But the call counts do sound pretty damning.

regards, tom lane

#7Stephan Szabo
sszabo@megazone23.bigpanda.com
In reply to: Tom Lane (#6)
Re: [PERFORM] Foreign key performance

On Fri, 18 Apr 2003, Tom Lane wrote:

Stephan Szabo <sszabo@megazone23.bigpanda.com> writes:

Argh. I'm getting that state where gprof returns all 0s for times. I'm
pretty sure this has come up before along with how to get it to work, but
I couldn't find it in the archives. Someday I'll learn how to use gprof. :(

You're on Linux? You need to compile postmaster.c with -DLINUX_PROFILE.

Yep, thanks. :)

But the call counts do sound pretty damning.
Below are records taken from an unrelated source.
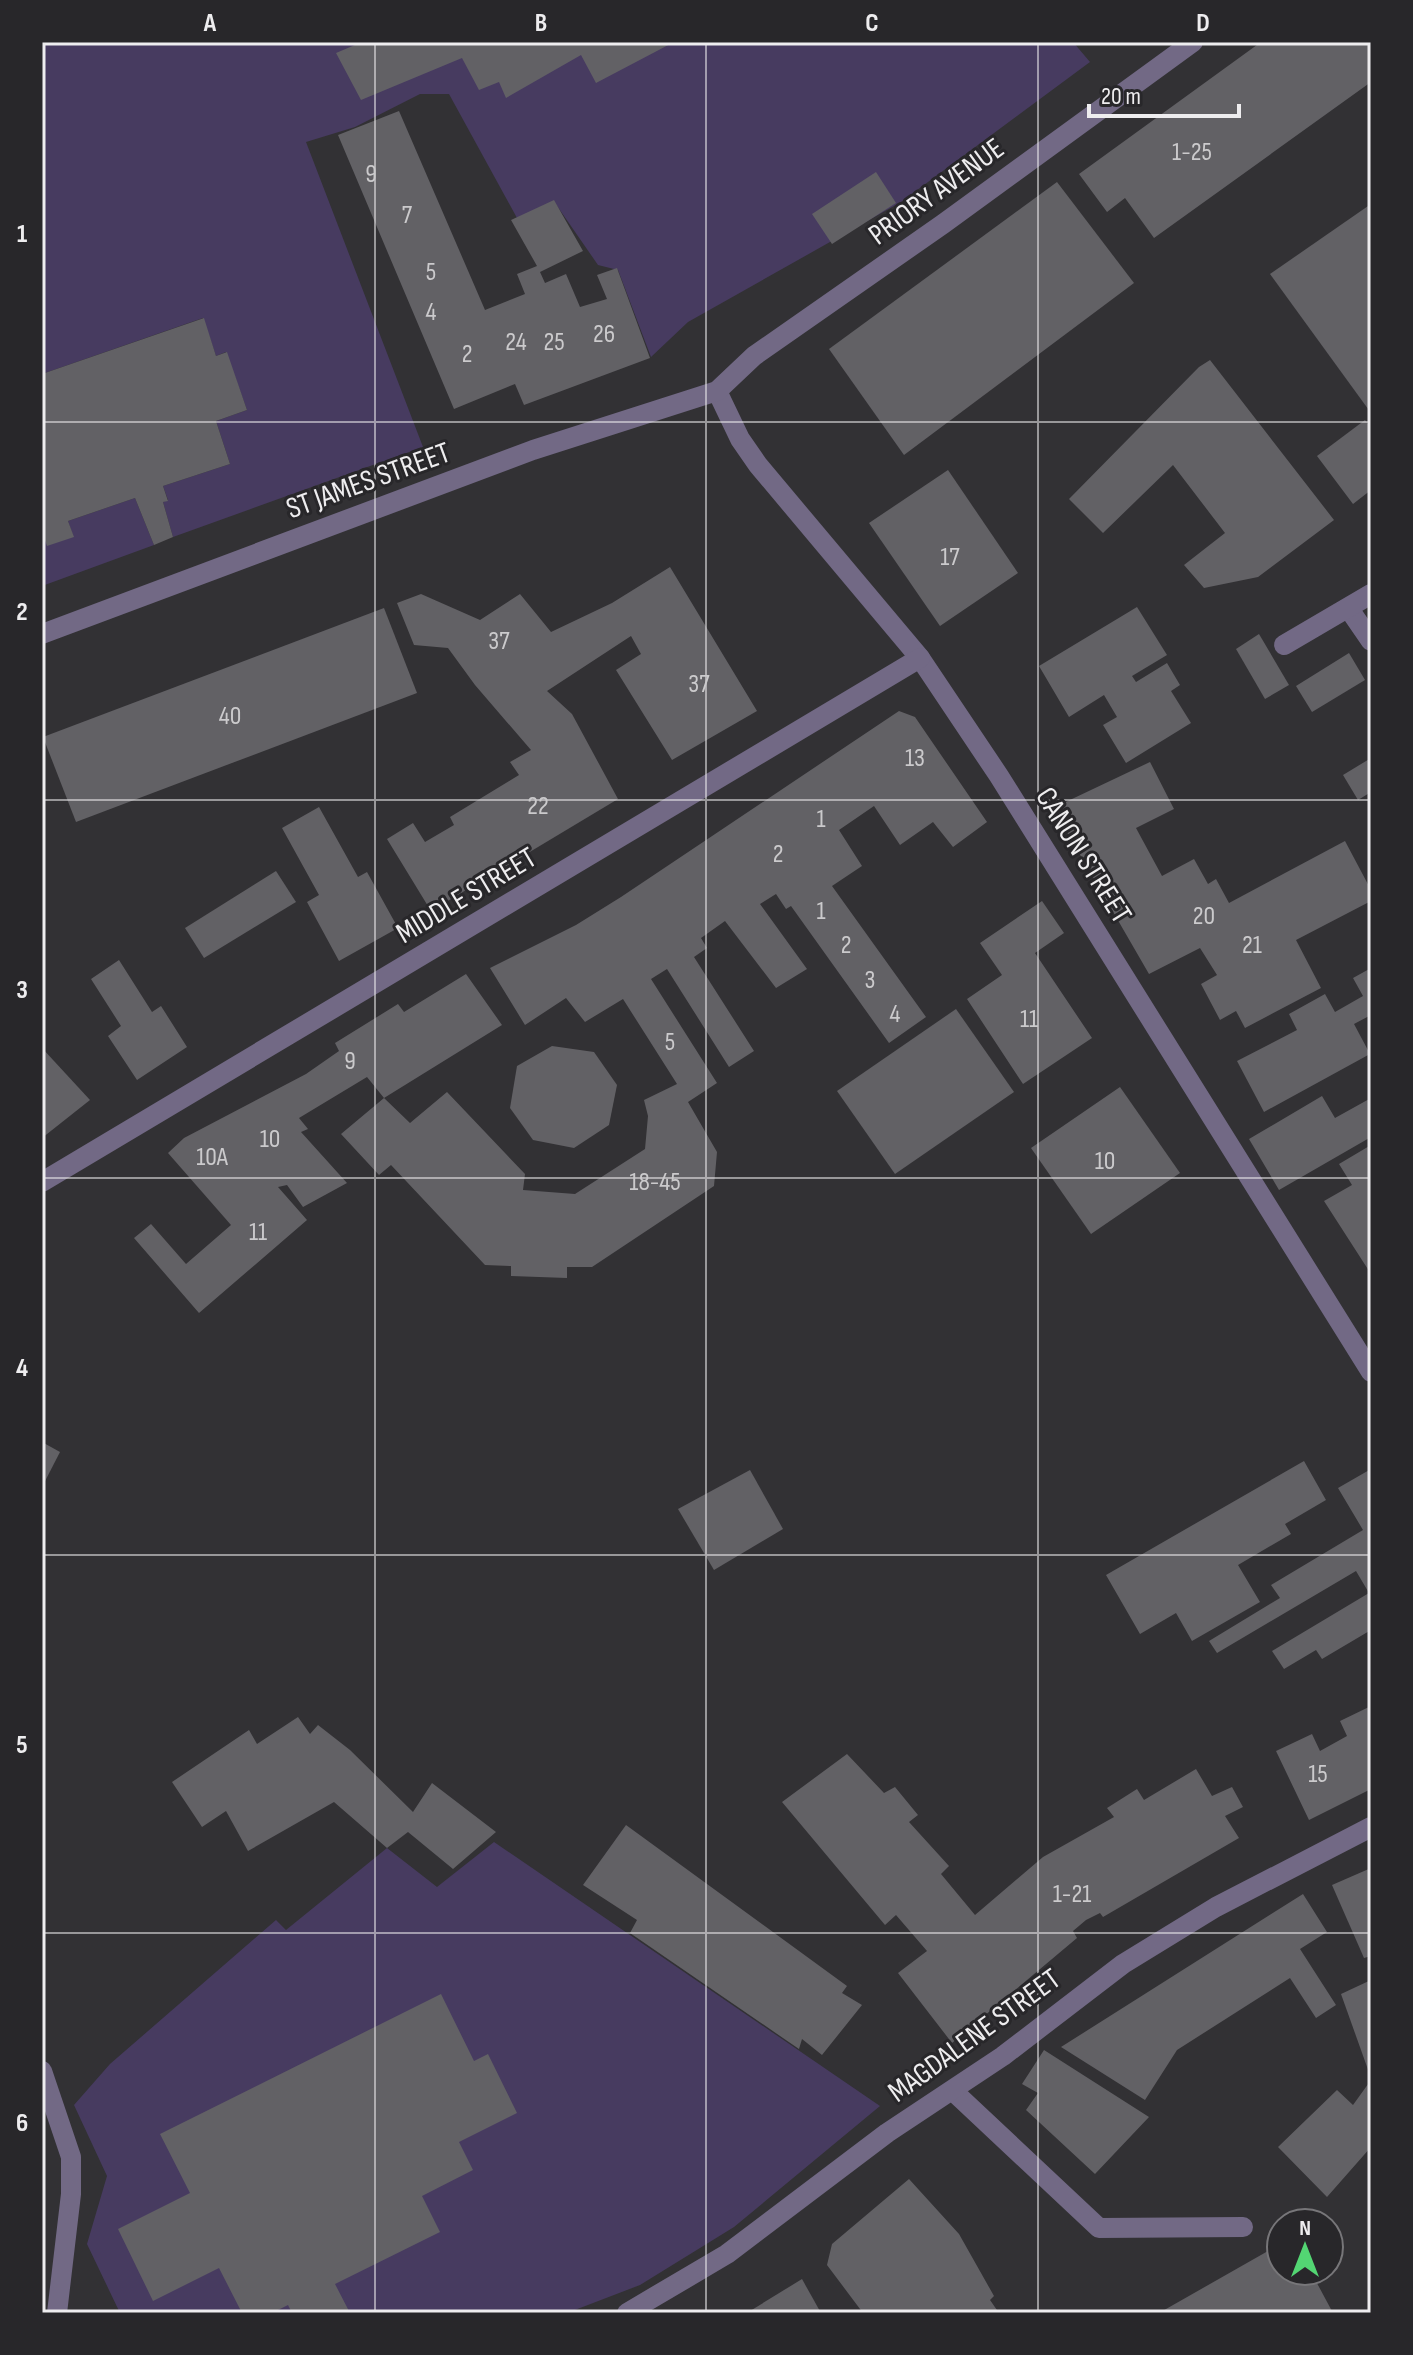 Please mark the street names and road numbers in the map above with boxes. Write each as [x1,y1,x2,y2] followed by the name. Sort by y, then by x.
[862,131,1011,253] street label: PRIORY AVENUE
[281,435,455,527] street label: ST JAMES STREET
[1027,781,1139,930] street label: CANON STREET
[390,840,543,952] street label: MIDDLE STREET
[881,1961,1068,2110] street label: MAGDALENE STREET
Yeah, but even with my hack last night it was still appreciably slower
than immediate constraints. Comparing the call counts in that function
for the immediate versus deferred(hacked) weren't giving me a good idea of
where that time was going.

#8Stephan Szabo
sszabo@megazone23.bigpanda.com
In reply to: Stephan Szabo (#7)
1 attachment(s)
Re: [PERFORM] Foreign key performance

On Fri, 18 Apr 2003, Stephan Szabo wrote:

On Fri, 18 Apr 2003, Tom Lane wrote:

But the call counts do sound pretty damning.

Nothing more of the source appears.